Marco transferi yerinde, ihtiyacımız olan bir transferdir. Olayı sadece teknik taktik açısından değerlendirirsek kimsenin lafı olamaz. Peki teknik taktik açıdan bakmazsak sadece...
Rüştü Reçber
Ali Güneş
Emre Aşık
Okan Buruk
Ali Tandoğan
Marcio Nobre
Rüştü hariç hiçbiri pek içime sinmedi. Rüştü biraz farklıydı en azından saygım sonsuzdu. Ama diğerlerini hiç koyamadım o güzel formanın içine. İnternette şimdi Rico Paşa Marco kavgası konuşuluyor. Konuşulması da normal. Ali Tandoğan İbrahim Üzülmez vukuatı gibi.
Şeref Bey'e gittiğimde isimleri yazılan hiçbir futbolcunun adına yapılan tezahuratlara eşlik etmedim, onlar çünkü gözümde Beşiktaşlı değillerdi. Marco da onlardan farksız değil. Tek dileğim aldığı paranın o kutsal formanın hakkını versin. Schuster de Necip'i kesip bu kavruğa forma falan vermesin.

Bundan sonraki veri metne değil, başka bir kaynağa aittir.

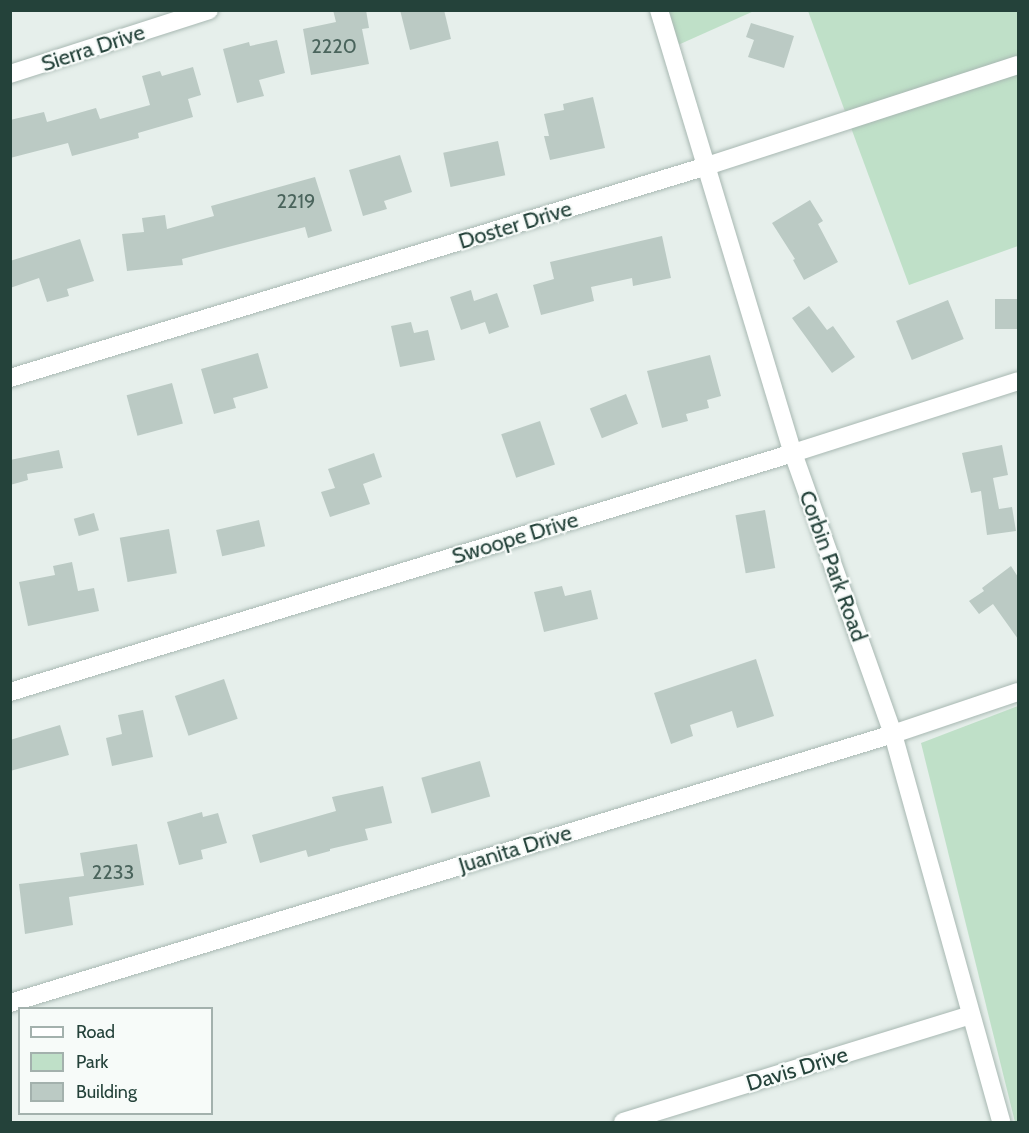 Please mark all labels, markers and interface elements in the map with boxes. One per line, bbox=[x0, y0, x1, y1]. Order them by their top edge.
street label: Sierra Drive bbox=[38, 19, 148, 77]
house number: 2220 bbox=[311, 34, 357, 58]
house number: 2219 bbox=[277, 189, 315, 213]
street label: Doster Drive bbox=[455, 195, 575, 255]
street label: Corbin Park Road bbox=[793, 487, 873, 645]
street label: Swoope Drive bbox=[449, 506, 581, 570]
street label: Juanita Drive bbox=[455, 819, 575, 879]
house number: 2233 bbox=[92, 860, 134, 884]
legend bbox=[18, 1007, 213, 1115]
text: Road bbox=[76, 1021, 115, 1043]
street label: Davis Drive bbox=[743, 1041, 851, 1097]
text: Park bbox=[76, 1051, 108, 1073]
text: Building bbox=[76, 1081, 137, 1103] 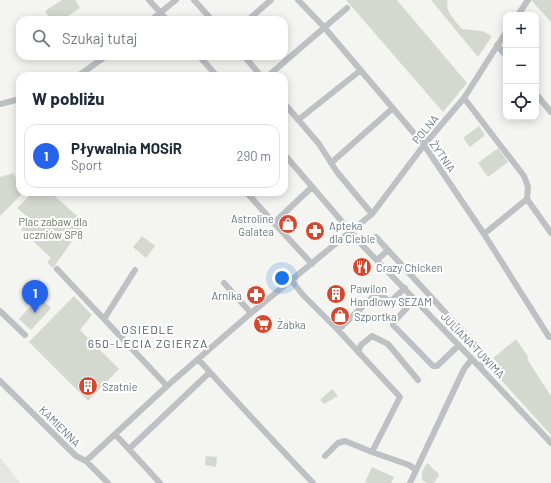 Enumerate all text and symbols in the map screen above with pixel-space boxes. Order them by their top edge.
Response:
map controls [503,12,539,120]
button: + [503,12,539,48]
search box [16,16,288,60]
icon: search [30,27,52,49]
text: Szukaj tutaj [62,29,138,47]
button: − [503,48,539,84]
button: locate [503,84,539,120]
text: W pobliżu [32,88,105,108]
street label: POLNA [409,112,441,146]
street label: ŻYTNIA [427,137,460,175]
text: Pływalnia MOSiR [71,139,182,157]
text: 1 [44,148,48,164]
text: 290 m [237,148,271,164]
text: Sport [71,157,102,173]
place label: Astroline Galatea [231,212,274,238]
shop icon: Astroline Galatea [277,213,299,235]
park label: Plac zabaw dla uczniów SP8 [19,215,87,241]
place label: Apteka dla Ciebie [329,219,376,245]
pharmacy icon: Apteka dla Ciebie [304,220,326,242]
restaurant icon: Crazy Chicken [351,256,373,278]
place label: Crazy Chicken [376,261,443,274]
your location [272,268,292,288]
pin: 1 [22,280,48,313]
place label: Pawilon Handlowy SEZAM [350,282,432,308]
building icon: Pawilon Handlowy SEZAM [325,283,347,305]
pharmacy icon: Arnika [245,284,267,306]
place label: Arnika [212,289,242,302]
shop icon: Szportka [329,305,351,327]
place label: Szportka [354,310,397,323]
street label: JULIANA TUWIMA [438,310,508,381]
supermarket icon: Żabka [252,313,274,335]
place label: Żabka [277,317,306,331]
district label: OSIEDLE 650-LECIA ZGIERZA [88,322,208,350]
building icon: Szatnie [77,375,99,397]
place label: Szatnie [102,380,138,393]
street label: KAMIENNA [37,403,83,449] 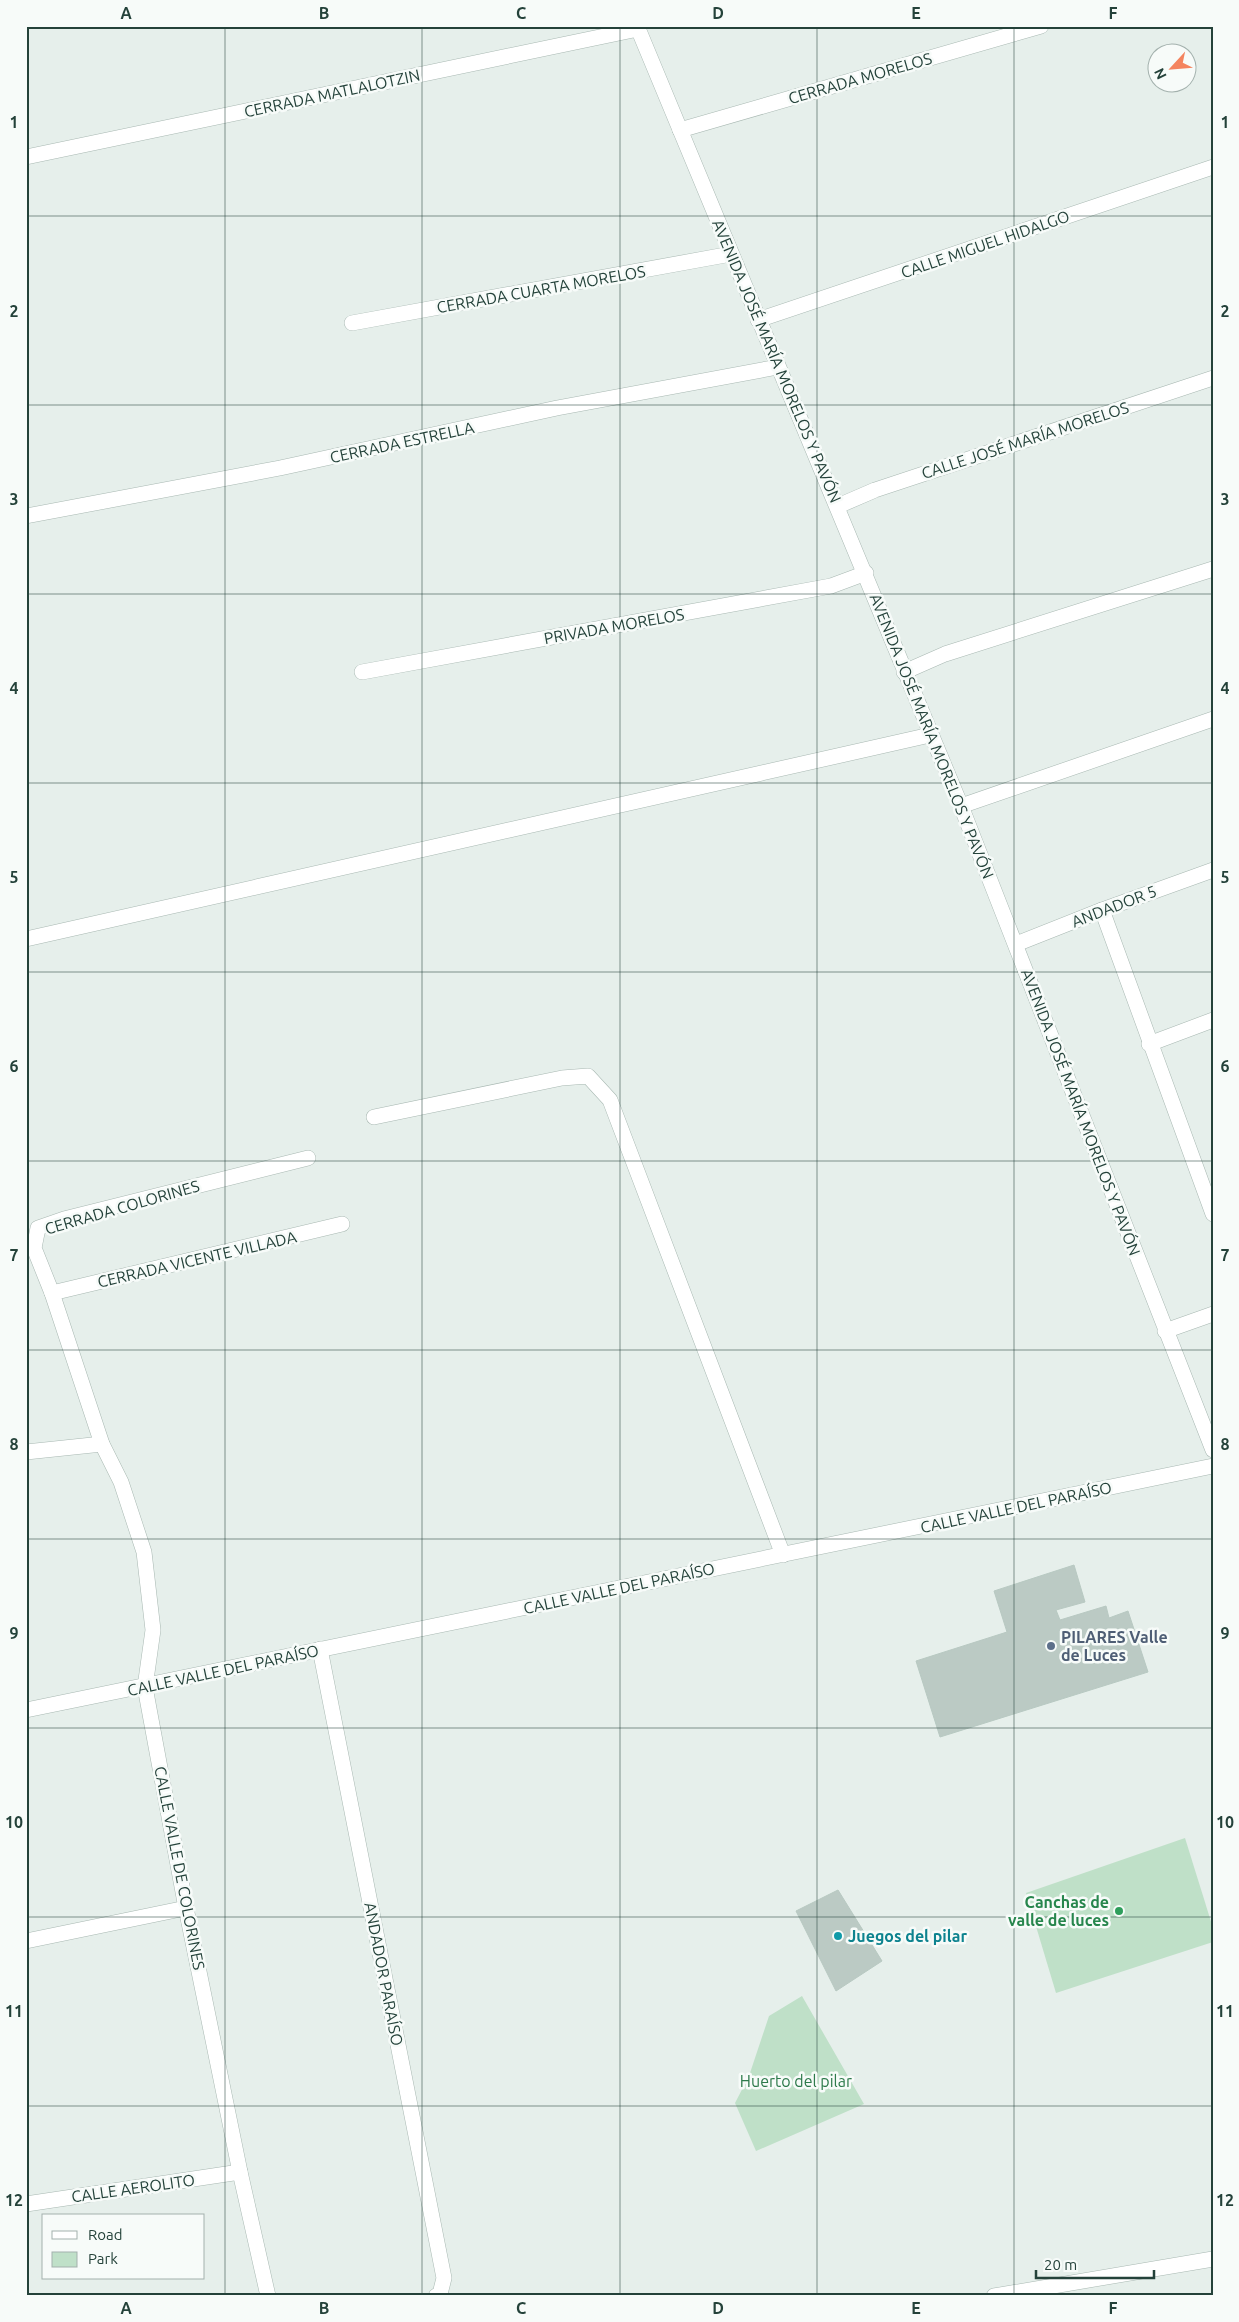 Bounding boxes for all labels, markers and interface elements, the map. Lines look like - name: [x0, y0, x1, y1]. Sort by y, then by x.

Hani Dolmabahçe'de Yürürken... Burda Konu Hayattır... Çünkü Aslolan Hayattır ve Hayat Da Beşiktaş'tır!
25 Ağustos 2010 Çarşamba
24 Ağustos 2010 Salı
Marco Aurelio Transferi.
Ntvspor haberi duyurdu, bize de hayırlı olsun demek düşer. Artık at topu Fink'e esprileri de tedavülden kalkmıştır. Yerinde bir transferdir. Ernst, Necip sezon boyu o bölgeye yetmezdi. Keşke şimdi Robinho geleceğine bir sağ bek gelse. Beşiktaşım dadından yinmez olsa. Erhan Güven ile işimiz çok zor çok. Acaba antremanlarda Q7 buna neler yapıyordur düşünmek bile istemiyorum. Yönetim duy sesimizi boşver Robinho'yu al Dani Alves'i.
20 Ağustos 2010 Cuma
Lale Devri mi Yoksa?
Neyi hedefliyoruz bu sene? Toto Lig, Türkiye Kupası ya da Avrupa Ligi. Peki neye ihtiyacımız var bunları hedeflemek ve hedefe ulaşmak için. Toto Lig için Quaresma, Guti ve tabi ki Robinho gerekli midir? Son iki seneye bakarsak pek de gerekli değil. Peki Avrupa Ligi için? Son yıllara bakarsak, Zenith, Shaktar, Fulham kadrolarında superstar diye tabir edilen futbolculardan yoktu. Birinci şart komple takım olabilmek günümüz futbolunda. Quaresma var, ekonomik açıdan gayet başarılıdır, Guti transferine laf eden olur mu, olmaz. Ama gel gelelim defans dörtlümüze. Sağ bek Erhan Güven geçen sene dış kapının mandalı yaptığımız adam. Stoper Zapo geçen sene tu kaka dediğimiz adam. Ferrari desek, Sivok Ocak'a kadar yatacağım arkadaş demese büyük ihtimal O'nu da yollamıştık. Sol bek desem zaten yıllardır aynı. Bu ortamda Robinho transferi (gerçekleştiğini düşünürsek en azından peşinden koştuğumuzu) lale devrindeki zevki sefadan başka nedir. Esmerin lütfetmesi için harcanacak para niye geleceğimize harcanmaz. Nihat'dan sonra 10 yıl bekledik Necip geldi, şimdi yine bir 10 yıllık periyot mu geçecek. O parayla niye geleceğe yatırım yapılmaz. Hadi anladık oyuncu izlemek için adam barındırmıyorsun dört bir yanı gezecek. Bari football manager al, bak Everton yapıyor aynısını. Yine bul sponsorunu, harca paranı 2 sene sonra 2 katını kazan. Nedir bu çıldırt bizi başkan durumları. Barcelona, Milan, Manchester United, Juventus, Liverpool, Chelsea gibi kaleler bile bu sene transferde azıcık soluklanalım arkadaş modundalar. Biz boş hayaller peşinde koşuyoruz. Geleceğimizi esmer bir çocuğa ipotekliyoruz.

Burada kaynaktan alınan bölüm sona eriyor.